The first tunes I remember and the first moments of insurmountable joy I experienced during a melody were those of Andrew Lloyd-Webber’s composition.  I used to adore musicals and Kid’s Week in London was the highlight of my year.  Now, I find them just adaptations of better works and overly sentimental romances, but Andrew Lloyd-Webber’s works still hit a resounding note with me, despite the fact that I listen to them less and less.  Just to give you a rundown, of all his musicals, I have seen (though, even where I haven’t seen the show, I know of the songs, e.g. I have never seen Song and Dance but I have sung Tell Me On a Sunday):

  • Joseph & the Amazing Technicolor Dreamcoat (1968)
    • NB. also my first exposure to Donny Osmond, whom I love also!
  • Jesus Christ Superstar (1970)
    • At Chigwell School, this was one of the shows and I played trumpet in the orchestra
  • Evita (1976)
  • Cats (1981)
  • The Phantom of the Opera (1986)
    • I believe, other than the Joel Schumacher film, I have seen the show in London’s West End over ten times
  • Whistle Down the Wind (1996)
  • Bombay Dreams (2002)
  • Love Never Dies (2010)
    • NB. I saw this twice and the original ending (SPOILERS!) was that Christine dies and Gustave resides with his natural father, the Phantom, after losing his mother and I LOVED THAT!  Then, after a cast change and alteration to the musical, I saw it again and the ending was changed so that Raoul returns after leaving his wife and “son” and the Phantom lets Gustave return to the father he knew rather than stay with the father he knew no and I HATED IT

I have also seen all of the BBC 1 talent show-auditions for Andrew Lloyd-Webber productions and adored them, but I’m getting sidetracked by a delineation of the history of my fanatical following of Lloyd-Webber.  I’ll get back to proper writing now!

For my third form prom, I sang The Music of the Night from The Phantom of the Opera and for the reason that it speaks of how music brings a lonely, scarred, incomplete man love, a vocation and a life, I have never found another song to replace it in my heart.  Those lyrics that opened this article are words I long to sing and love to recall when nothing but music for a while (kudos to any music lovers who get that reference!) can soothe my achy, breaky heart.  (I am on fire with these references!).
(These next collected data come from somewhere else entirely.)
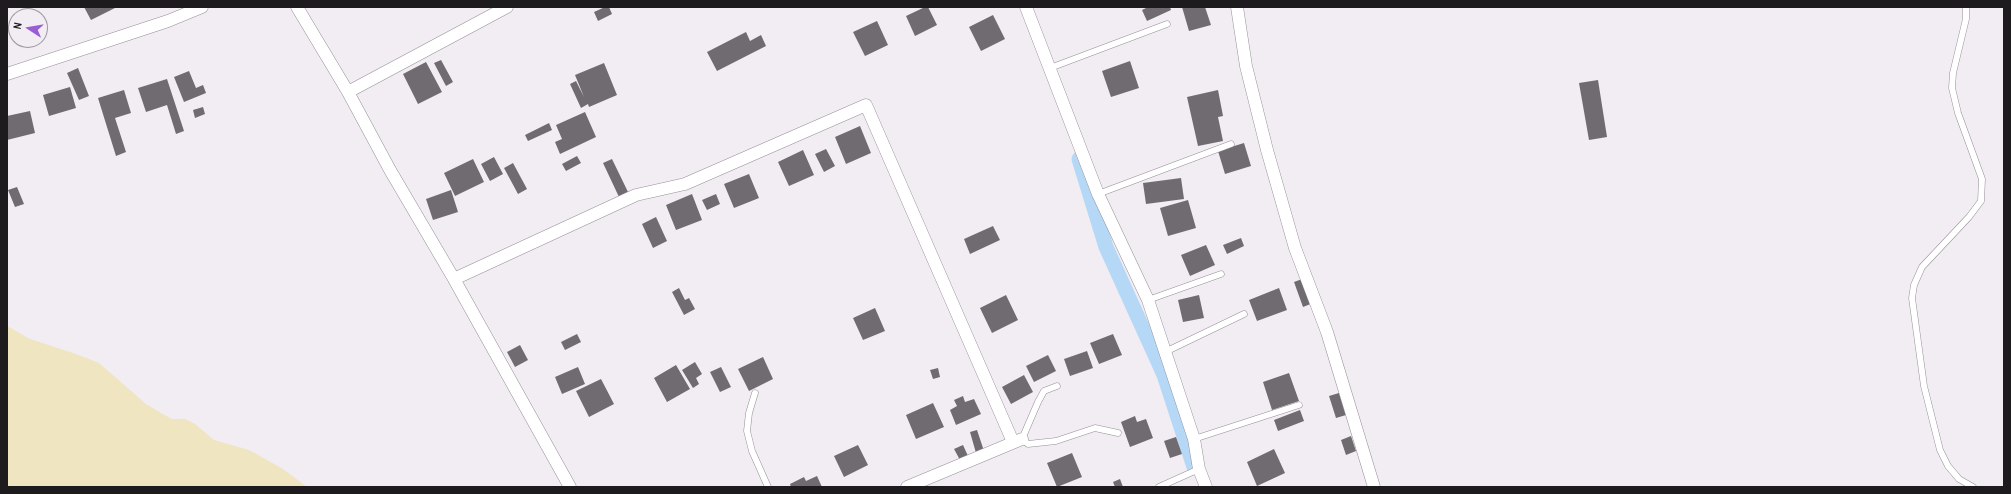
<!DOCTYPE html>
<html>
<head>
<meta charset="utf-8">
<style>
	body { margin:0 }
	#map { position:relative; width:2011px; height:494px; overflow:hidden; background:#f2ecf3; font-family:"Archivo Narrow",sans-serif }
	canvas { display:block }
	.frame { position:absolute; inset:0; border:8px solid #1d1b1e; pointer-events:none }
	.north { position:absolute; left:8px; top:8px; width:40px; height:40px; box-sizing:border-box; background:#f2ecf3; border:1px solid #9d989e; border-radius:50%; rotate:282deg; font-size:11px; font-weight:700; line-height:16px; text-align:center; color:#1d1b1e }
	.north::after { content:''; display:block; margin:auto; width:14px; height:18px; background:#995dd5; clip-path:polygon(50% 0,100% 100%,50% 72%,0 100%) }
</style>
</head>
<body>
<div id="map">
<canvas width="2011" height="494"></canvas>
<div class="frame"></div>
<div class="north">N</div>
</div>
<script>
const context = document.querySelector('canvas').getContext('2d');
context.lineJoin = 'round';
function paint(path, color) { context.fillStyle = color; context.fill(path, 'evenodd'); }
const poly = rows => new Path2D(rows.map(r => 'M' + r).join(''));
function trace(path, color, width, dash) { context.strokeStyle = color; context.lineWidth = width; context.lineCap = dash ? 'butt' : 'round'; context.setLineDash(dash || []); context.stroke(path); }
const sand = poly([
	[7,326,30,339,76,354,99,363,146,404,161,413,172,419,185,419,195,424,214,440,249,450,283,469,307,487,7,487]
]);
const canal = poly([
	[1079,159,1106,247,1164,375,1194,467]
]);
const building = poly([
	[84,7,117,7,91,20],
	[605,7,609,7,612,14,598,21,594,12],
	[925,7,928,7,937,25,915,36,906,16],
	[1148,7,1170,7,1171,10,1147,21,1142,10],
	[1182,7,1205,7,1211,25,1189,31],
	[993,15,1005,39,981,51,969,27],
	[877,21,888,45,865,56,853,32],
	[746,32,750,41,761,35,766,46,717,71,707,52],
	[441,60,453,82,446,86,434,63],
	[1130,61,1139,88,1111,97,1102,71],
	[426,62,442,92,418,104,403,74],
	[604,63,617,95,589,107,588,104,581,108,570,84,576,81,584,97,575,75],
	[78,68,89,96,79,100,67,73],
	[189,71,196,88,203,85,206,93,184,102,174,77],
	[167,79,184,131,176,134,167,105,146,112,138,88],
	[1598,80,1607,137,1589,140,1579,83],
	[70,87,76,108,49,116,43,95],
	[124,90,131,113,115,118,126,152,116,156,98,98],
	[1218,90,1223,116,1218,117,1223,141,1198,146,1187,97],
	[203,107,205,114,195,118,193,110],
	[30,111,35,133,7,140,7,116],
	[585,112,596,137,560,154,555,142,562,139,556,125],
	[549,123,552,130,528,141,525,135],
	[860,126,871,153,846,164,835,137],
	[1244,143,1251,166,1225,174,1218,151],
	[826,149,835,166,824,172,815,154],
	[803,150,814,175,789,186,778,162],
	[577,156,581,163,566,171,562,164],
	[494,157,503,174,490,181,481,164],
	[473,159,484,182,455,196,444,173],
	[612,159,628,192,619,197,603,163],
	[513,163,527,189,518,194,504,168],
	[749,174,759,198,734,208,724,184],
	[1181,178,1184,199,1146,204,1143,183],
	[17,187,24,204,15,207,8,190],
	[451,190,458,212,433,220,426,199],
	[692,194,702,220,676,230,666,205],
	[716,194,720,204,707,210,702,200],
	[1188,200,1196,228,1168,236,1160,208],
	[656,217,667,241,653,248,642,224],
	[993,226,1000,240,970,254,964,239],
	[1241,238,1244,246,1227,254,1223,245],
	[1206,245,1215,265,1190,276,1181,255],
	[1305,278,1313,303,1303,307,1294,282],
	[679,288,685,300,689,298,695,309,684,315,672,292],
	[1279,288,1287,310,1257,321,1249,300],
	[1006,295,1018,320,992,333,980,308],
	[1199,295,1204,318,1183,322,1178,300],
	[875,308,885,331,863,340,853,318],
	[577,334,581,342,565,350,561,342],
	[1113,334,1122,355,1099,364,1090,343],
	[520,345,528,360,515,367,507,352],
	[1087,351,1093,368,1070,376,1064,359],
	[1048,355,1056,371,1034,382,1026,366],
	[763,357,773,379,749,391,738,369],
	[695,362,702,374,696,378,699,384,693,388,682,370],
	[676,365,690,389,667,402,654,378],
	[578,367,585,384,562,394,555,377],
	[721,367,731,387,720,392,710,372],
	[938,368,940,377,933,379,930,370],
	[1289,373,1299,401,1272,410,1263,382],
	[1024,375,1033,392,1011,404,1002,387],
	[601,379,614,404,589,417,576,391],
	[1339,393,1346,415,1336,418,1329,396],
	[963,396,965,402,974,399,981,414,956,425,950,410,957,406,954,400],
	[933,403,944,427,916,439,906,415],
	[1300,410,1304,421,1278,431,1274,420],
	[1135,416,1137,422,1146,419,1153,438,1130,447,1121,422],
	[977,430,984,451,976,453,970,432],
	[1351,436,1356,451,1346,455,1341,440],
	[1176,437,1182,454,1170,458,1164,441],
	[858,445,868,465,844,477,834,456],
	[963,445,968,456,960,460,954,449],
	[1274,449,1285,473,1257,486,1247,462],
	[1072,453,1082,477,1057,487,1047,463],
	[817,476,822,487,791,487,790,484,804,477,806,481],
	[1120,479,1123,487,1115,487,1113,482]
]);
const lane = poly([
	[1966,7,1966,19,1953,73,1952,88,1958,113,1982,179,1981,201,1969,217,1922,267,1914,285,1912,298,1924,386,1940,450,1948,466,1959,479,1973,487],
	[1050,68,1167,24],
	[1098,194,1231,144],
	[1148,300,1221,274],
	[1165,352,1244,314],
	[1057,386,1044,391,1038,402,1022,439,1028,444,1056,441,1095,428,1118,433],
	[755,393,749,413,747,431,752,451,768,487],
	[1194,439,1299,405],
	[1159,487,1199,469]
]);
const street = poly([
	[297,7,348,92,390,170,454,279,570,487],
	[1026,7,1098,194,1148,300,1194,439,1199,469,1206,487],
	[1237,7,1246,66,1267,150,1295,248,1327,332,1374,487],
	[7,74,168,21,202,7],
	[348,92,507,7],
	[454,279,636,195,685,184,866,105,1013,442],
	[907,487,1022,439]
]);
paint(sand, '#efe5c0');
trace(canal, '#b4d8f6', 15);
paint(building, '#706b71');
trace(lane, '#959096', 7);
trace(street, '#959096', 13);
trace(lane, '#fff', 6);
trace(street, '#fff', 12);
</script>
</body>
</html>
The lyrics of the entire song are about transcending out of this banal and brutal world to one where fantasies can come to life and you can be who you are, not who you appear to be.  That is my life, through television, through film, through whatever I can find.  My need is to leave Pippa behind and become someone else who can feel love and give love in a world that is not going to find pitchforks and cages with which to punish me for being ugly, for being evil, for being a monster.  For, that is what you become when you fall and the run of life leaves you behind because no one living, who runs away from death and towards life itself, remembered to look for you or reach for your hand to save you, who are forced to begin the long march to death.  You become a monster and a beast with no salvation other than that you search and yearn for beyond this life and away from this earth that has forsaken you.